All birds are doing brilliantly, mum n dad look like they fancy another go and are busy sorting another nest out!! 

Bubble and Squeak are quickly turning into beautiful pigeons. Pure white but with a few dark tail feathers. They will be stunning birds and have very different personalities already!

Thanks again everyone for the kind words and always helpful advice


----------



## Skyeking (Jan 17, 2003)

What lovely family pictures! Sylvester looks like the proud mother as well as being concerned, and the babies are adorable! 

Does she allow you to handle Bubbles and Squeeks? does she grunt and complain about it?

Papa Tweetie is quite the doting father, looks like he is adjusting to life in a coop. 
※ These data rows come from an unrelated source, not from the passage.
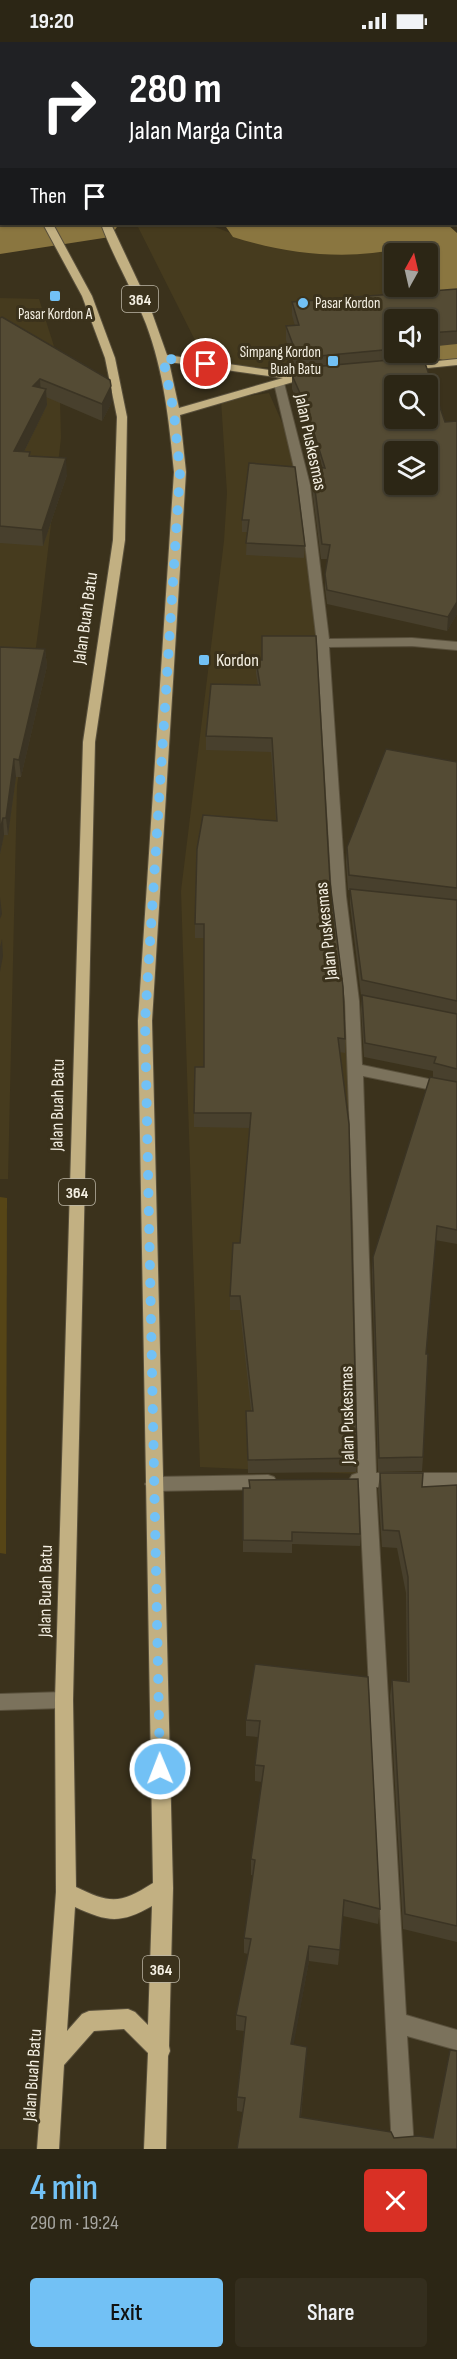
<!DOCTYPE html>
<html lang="en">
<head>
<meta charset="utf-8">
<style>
  :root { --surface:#2c2615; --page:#342e1e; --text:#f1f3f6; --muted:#a6a5a0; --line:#484334; --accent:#72c1f5 }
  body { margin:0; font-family:"Sofia Sans Condensed",sans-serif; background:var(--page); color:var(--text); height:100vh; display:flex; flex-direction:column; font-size:22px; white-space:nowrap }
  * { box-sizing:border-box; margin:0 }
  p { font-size:20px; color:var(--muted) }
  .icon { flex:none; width:33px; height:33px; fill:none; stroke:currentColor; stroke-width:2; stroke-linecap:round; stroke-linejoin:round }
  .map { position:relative; height:2107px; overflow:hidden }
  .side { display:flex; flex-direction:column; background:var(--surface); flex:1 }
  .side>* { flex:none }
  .hud { position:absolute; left:0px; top:0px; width:458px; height:183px; box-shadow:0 2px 4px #0004,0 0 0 2px var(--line); background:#202124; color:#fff; overflow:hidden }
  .needle { width:39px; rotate:8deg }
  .tools { position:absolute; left:384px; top:201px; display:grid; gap:12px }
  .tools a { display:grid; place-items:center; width:54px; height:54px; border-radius:6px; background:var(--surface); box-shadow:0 2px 4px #0004,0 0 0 2px var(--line); font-size:30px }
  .pin { position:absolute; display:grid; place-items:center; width:51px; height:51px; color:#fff; margin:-26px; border:3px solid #fff; border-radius:50%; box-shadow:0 2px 6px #0007 }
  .me { position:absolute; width:66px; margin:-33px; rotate:359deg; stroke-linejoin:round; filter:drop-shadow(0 0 4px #0008) }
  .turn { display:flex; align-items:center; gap:21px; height:126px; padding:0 30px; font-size:27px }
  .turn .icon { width:78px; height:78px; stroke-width:2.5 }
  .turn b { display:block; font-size:42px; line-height:51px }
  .then { display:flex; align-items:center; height:57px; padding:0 30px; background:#0003; gap:12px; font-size:22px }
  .round { display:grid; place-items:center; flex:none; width:63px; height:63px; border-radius:6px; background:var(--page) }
  .summary { display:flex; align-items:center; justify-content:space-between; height:102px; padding:0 30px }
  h1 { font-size:36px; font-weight:600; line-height:45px; color:var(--accent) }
  .primary-button { display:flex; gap:12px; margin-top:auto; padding:12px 30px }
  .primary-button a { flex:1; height:69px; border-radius:6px; background:var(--accent); color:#111; font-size:24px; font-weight:600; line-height:69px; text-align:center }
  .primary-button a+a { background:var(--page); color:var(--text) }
  .status { display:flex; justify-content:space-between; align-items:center; height:42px; padding:0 30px; background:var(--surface); direction:ltr }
  .status svg { height:16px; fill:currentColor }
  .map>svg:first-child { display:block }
  .built { fill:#463b1e; fill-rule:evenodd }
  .green { fill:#564516 }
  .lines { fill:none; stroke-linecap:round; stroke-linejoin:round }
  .river { fill:#8a7640; fill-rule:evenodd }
  .minor-casing { stroke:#59503c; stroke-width:2 }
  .major-casing { stroke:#59503c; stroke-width:2 }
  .minor { fill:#7b725c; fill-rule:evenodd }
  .major { fill:#c2b082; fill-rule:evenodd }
  .wall { fill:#48402d }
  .shaded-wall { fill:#3b3424 }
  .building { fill:#544b34; stroke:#3b3424; stroke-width:1.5; fill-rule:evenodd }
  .route { stroke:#72c1f5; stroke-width:10; stroke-dasharray:0 18 }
  .poi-dot { fill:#72c1f5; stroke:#3b321c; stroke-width:2 }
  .labels { text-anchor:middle; stroke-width:6; stroke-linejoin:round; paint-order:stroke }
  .far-poi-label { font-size:15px; fill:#f5f0e3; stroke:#3b321c; text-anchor:start }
  .shield { fill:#3b321c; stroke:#bdb7a7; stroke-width:1.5 }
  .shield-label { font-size:16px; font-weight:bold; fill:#f5f0e3 }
  .street-label { font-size:18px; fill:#f5f0e3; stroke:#3b321c }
  .poi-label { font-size:18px; fill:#f5f0e3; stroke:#3b321c; text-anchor:start }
</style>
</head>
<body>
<div class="status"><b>19:20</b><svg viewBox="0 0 49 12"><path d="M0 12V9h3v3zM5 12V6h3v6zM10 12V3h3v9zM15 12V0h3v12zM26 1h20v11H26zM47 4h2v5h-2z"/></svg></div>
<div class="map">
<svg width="457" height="2107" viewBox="0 0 457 2107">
  <rect width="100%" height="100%" fill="#3b321c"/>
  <path class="built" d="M160,182h47l55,21 150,7 -18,2v32h34v-21l2,2 2,87 -179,14 -49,-10 -66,-131zM394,278h34v32h-34z
    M0,256l39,1 20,63 2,76 -20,172 -24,176 -9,393h-8z
    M269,351l23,52 23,116 43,546 1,367 -159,-7 -19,-576 43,-350 3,-48 -6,-93z"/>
  <path class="green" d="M0,1155l7,1 -1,356 -6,-1z"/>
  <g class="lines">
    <path class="river" d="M457,88v36h-1v-36z
      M0,176l2,6h117l-9,13 -110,17z
      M224,182h223l10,9v130l-23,-5 -6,-10v-28h-7l-4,-34h11v-32h-19l-6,-6c-57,13 -115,6 -170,-11z"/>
    <g class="minor-casing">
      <path id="minor" d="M0,120h2v6h-2z
        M279,338l5,3 26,102 19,154 83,-1 45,4v8l-45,-4 -83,1 17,249 13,105 3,64 95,20v10l-94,-19 13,397h81v14h-81l30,528 51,15v20l-50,-14 7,113h-22l-33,-662 -7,-2 -3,-5 3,-5 6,-2 -5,-253 -8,-219 -13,-105 -15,-253 -19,-158 -24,-102z
        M268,1433l6,2 3,5 -3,5 -6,2 -114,2 -6,-2 -3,-5 3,-5 6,-2z
        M64,1650l7,2 2,6 -2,6 -7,2 -64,2v-16z"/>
    </g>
    <g class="major-casing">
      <path id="major" d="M0,7l2,1v5h-2z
        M0,92l2,1v7l-2,-1z
        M43,182h10l39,72 23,62 12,59 -2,123 -30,202 -22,958 3,187c35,17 44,17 77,-4l-15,-862 36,-549c-5,-51 -10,-100 -28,-148 -13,-34 -33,-67 -45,-100h10l39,83 17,48 130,19 15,-2 5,3 -137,40 6,57 -34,549 21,867 -4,158 1,5 -2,5 -2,93h-22l4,-96 -24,-24 -30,2 -30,34 -5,84h-22l19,-257 -1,-192 28,-958 30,-202 4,-123 -12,-59 -23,-62zM169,320l114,16 -104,30zM152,1864l-4,119 -13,-13 -7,-3 -39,2 -7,3 -15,17 8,-124c32,15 46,17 77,-1z
        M457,317v6l-49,5 -5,-3 5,-3z"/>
    </g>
    <use href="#minor" class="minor"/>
    <use href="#major" class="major"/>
  </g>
  <path class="wall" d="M10,0h447v24l-1,1v-23h-444z
    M457,247v55l-29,3v-27h-34v32h25v5l26,65 12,-1v193l-10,17 -120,-27 -2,-16v-14l3,-15h-7l-10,-78 1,-15 8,1 -14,-46 -14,-32v-14l9,-1v-3l-4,1 -11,-32v-14h9l-3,-11v-13z
    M0,276l111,68 1,16 -10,19 -56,-24 1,8 -23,47 43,23 -24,71 -43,-3z
    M249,421l56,83 -1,12 -58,-3 1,-23h-5v-12z
    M262,594l68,246 15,157v14l-6,-1 18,406 -1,14 -108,1 -2,-62h5l-11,-101h-10v-14l10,-53 10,-115 -56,-1v-14l10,-46v-129h-9v-14l81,-103 -5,-69 -65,-2v-14l52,-51 -2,-11v-14h6z
    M0,605l45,2 2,17 -26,111h-5l-8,58h-4l-4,19z
    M457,720v482l-22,-4 -9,114 -3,103 -1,14 -44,1 -6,-201 1,-14 60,-180v-6l-69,-14 -3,-47 1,-15h-1l-11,-91v-14h-2l-2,-28 1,-15z
    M380,1431l42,14 35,-2v457l-54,-13 -13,-233 2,-16 15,2 -1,-89 -9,-45 -15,-1 -4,-57z
    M249,1438l111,54v12l-68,-2v9l-49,-1v-64h6z
    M255,1622l125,245 -2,15 -35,-8 -5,49 -29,-4 -16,84 14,2 -6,70 93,21 63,11 -220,-38v-14l7,-66 -8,-1v-15l12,-61 -4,-1v-15l9,-63h-2v-16l11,-77 -7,-1v-16l3,-28 -12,-1v-16z"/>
  <path class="shaded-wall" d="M40,337l1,16 -8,-9z
    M111,344l1,16 -10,19v-17z
    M46,347l1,16 -31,63 -2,-17z
    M66,416l1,17 -24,71 -1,-16z
    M457,560v12l-10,17 1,-14z
    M45,607l2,17 -26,111 -2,-17z
    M14,717l2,18 -8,58 -2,-17z
    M3,776l1,17 -4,19v-24z
    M0,855l2,17 -2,5z
    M2,897l1,17 -3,16v-25z
    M309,1904v15l-18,98v-15z"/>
  <path class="building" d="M19,0h438v14l-1,2v-14h-435z
    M457,247v42l-29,2v-13h-34v29l-96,9 -12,-32 13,-1 -7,-23z
    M2,275l108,63 1,6 -9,18 -62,-25 -7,7 13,3 -32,62 16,1 -1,4 37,2 -24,72 -42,-4v-208z
    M423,315l22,65 12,-1v181l-9,15 -121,-27 -2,-16 5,-29 -8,-1 -10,-78 13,2 -19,-61 -14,-32 11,-1 -2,-6zM394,344h34v32h-34zM394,410h34v32h-34z
    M249,421l46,4 10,79 -59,-3 3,-23h-7z
    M262,594h54l14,246 13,105 2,52 -7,-1 11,86 8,334 -109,2 -2,-49h7l-13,-115h-10l3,-53h7l11,-130h-57l1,-46h9v-143h-9l2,-75 6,-34 74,6 -5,-83 -66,-2 5,-52 49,1 -4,-25h6z
    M0,605l45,2 -26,111 -5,-1 -8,59h-3l-3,12z
    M386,707l71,13v126l-108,-13 -2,-28z
    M350,847l107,11v101l-95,-21z
    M362,953l95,19v55l-23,-6 2,-6 -71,-14z
    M430,1035l27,5v148l-20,-4 -11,128h2l-5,103 -44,1 -6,-201z
    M380,1431h43l-1,14 35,-2v441l-52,-12 -13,-234 17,2 -1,-105 -9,-46 -16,-1z
    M358,1437l2,55 -68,-2v9l-49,-1v-52h7l-1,-8z
    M255,1622l113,13 12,232 -36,-9 -4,50 -31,-4 -18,98 16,3 -7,70 91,15 3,6 24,-2 15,2 17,-88 7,1v98h-220l8,-51 -8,-1 9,-80 -10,-2 15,-76 -7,-1 11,-78 -4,-1 13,-93 -9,-1 5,-44 -14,-1z"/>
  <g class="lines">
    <path class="route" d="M160,1727l-15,-748 35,-549 -6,-59 -11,-55 43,6"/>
  </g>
  <g class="poi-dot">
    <rect x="49" y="248" width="12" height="12" rx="3"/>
    <circle cx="303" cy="261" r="6"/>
    <rect x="327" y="313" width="12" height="12" rx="3"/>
    <rect x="198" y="612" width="12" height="12" rx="3"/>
  </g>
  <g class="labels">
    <g class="far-poi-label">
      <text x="315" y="266">Pasar Kordon</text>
      <text x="55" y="277" text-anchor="middle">Pasar Kordon A</text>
      <text x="321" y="315" text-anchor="end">Simpang Kordon<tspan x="321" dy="17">Buah Batu</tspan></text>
    </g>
    <g class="shield">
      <rect x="122" y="244" width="36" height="26" rx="4.5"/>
      <rect x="59" y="1137" width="36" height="26" rx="4.5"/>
      <rect x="143" y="1914" width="36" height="26" rx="4.5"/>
    </g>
    <g class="shield-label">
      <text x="140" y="263">364</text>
      <text x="77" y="1156">364</text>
      <text x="161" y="1933">364</text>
    </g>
    <g class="street-label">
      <text transform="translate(311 400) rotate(78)" y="6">Jalan Puskesmas</text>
      <text transform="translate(85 576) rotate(-82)" y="6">Jalan Buah Batu</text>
      <text transform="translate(326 889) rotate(-96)" y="6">Jalan Puskesmas</text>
      <text transform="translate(57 1063) rotate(-89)" y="6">Jalan Buah Batu</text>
      <text transform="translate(347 1373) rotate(-91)" y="6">Jalan Puskesmas</text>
      <text transform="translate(45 1549) rotate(-89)" y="6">Jalan Buah Batu</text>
      <text transform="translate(32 2033) rotate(-86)" y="6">Jalan Buah Batu</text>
    </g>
    <g class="poi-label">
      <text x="216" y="624">Kordon</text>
    </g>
  </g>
</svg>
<div class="tools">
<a><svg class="needle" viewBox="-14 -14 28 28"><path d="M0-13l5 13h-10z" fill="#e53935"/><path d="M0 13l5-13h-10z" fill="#a6a5a0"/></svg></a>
<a><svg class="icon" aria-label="sound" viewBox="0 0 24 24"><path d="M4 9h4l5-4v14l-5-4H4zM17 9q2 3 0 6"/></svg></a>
<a><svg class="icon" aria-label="search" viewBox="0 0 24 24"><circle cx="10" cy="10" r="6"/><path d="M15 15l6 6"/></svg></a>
<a><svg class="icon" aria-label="layers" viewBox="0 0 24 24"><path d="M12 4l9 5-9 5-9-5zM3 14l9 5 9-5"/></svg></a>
</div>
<div class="pin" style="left:206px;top:322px;background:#d93025"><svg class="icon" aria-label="arrive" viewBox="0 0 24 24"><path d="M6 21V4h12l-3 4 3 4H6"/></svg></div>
<svg class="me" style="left:160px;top:1727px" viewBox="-20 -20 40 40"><circle r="17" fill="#72c1f5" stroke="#fff" stroke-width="3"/><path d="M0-11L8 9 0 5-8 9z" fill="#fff"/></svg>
<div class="hud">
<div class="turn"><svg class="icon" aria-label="right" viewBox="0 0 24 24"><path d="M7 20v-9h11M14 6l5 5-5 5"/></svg><div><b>280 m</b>Jalan Marga Cinta</div></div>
<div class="then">Then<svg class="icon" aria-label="arrive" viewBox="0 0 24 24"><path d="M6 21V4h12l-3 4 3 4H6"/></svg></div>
</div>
</div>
<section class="side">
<div class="summary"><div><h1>4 min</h1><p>290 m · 19:24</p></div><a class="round" style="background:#d93025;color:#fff"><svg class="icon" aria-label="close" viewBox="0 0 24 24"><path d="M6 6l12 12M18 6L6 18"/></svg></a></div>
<div class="primary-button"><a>Exit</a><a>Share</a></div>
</section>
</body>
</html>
Thanks for sharing, PLEASE come back and share more photos.


----------



## bt3401 (Sep 16, 2005)

Hi Treesa,

Both parents allow us to handle the babies and we try to spend as much time as we can interacting with them. The babies settle nicely in your hand when picked up and will happily chirp and investigate their new world. Both parents feed the babies while i'm there and seem to be accepting me and my other family more each day!

The kids are 13/14 days old now and starting to venture out of the nest. As the nest is quite high up in the coop i'm starting to get concerned as to whether i should move it closer to the ground as i'm sure one of them will take a fall very shortly!! If they fall would you recommend moving them back into the nest or leaving them on the floor? Am i just creating more scope for injury if i keep moving them back into the nest for another fall?

BT


----------



## Skyeking (Jan 17, 2003)

They will continue to explore their surroundings, if you think they will fall you could build a nest box that is quite large with a front so they won't fall. It will keep them inside and allow enough room so the parents to start another round.

If you can't build a nest box allow them an area close to the ground, there is no problem with other pigeons attacking them, since you have only the one pair, so that would not be a problem in your coop.

Those babies are going to make wonderful pets, as they may be quite tame with daily contact from you. They are such sweeties!


----------



## Pigeonpal2002 (Jul 27, 2002)

Hi there, 

Nice update on your babies...looking very healthy and good


Thanks for sharing them with us!


----------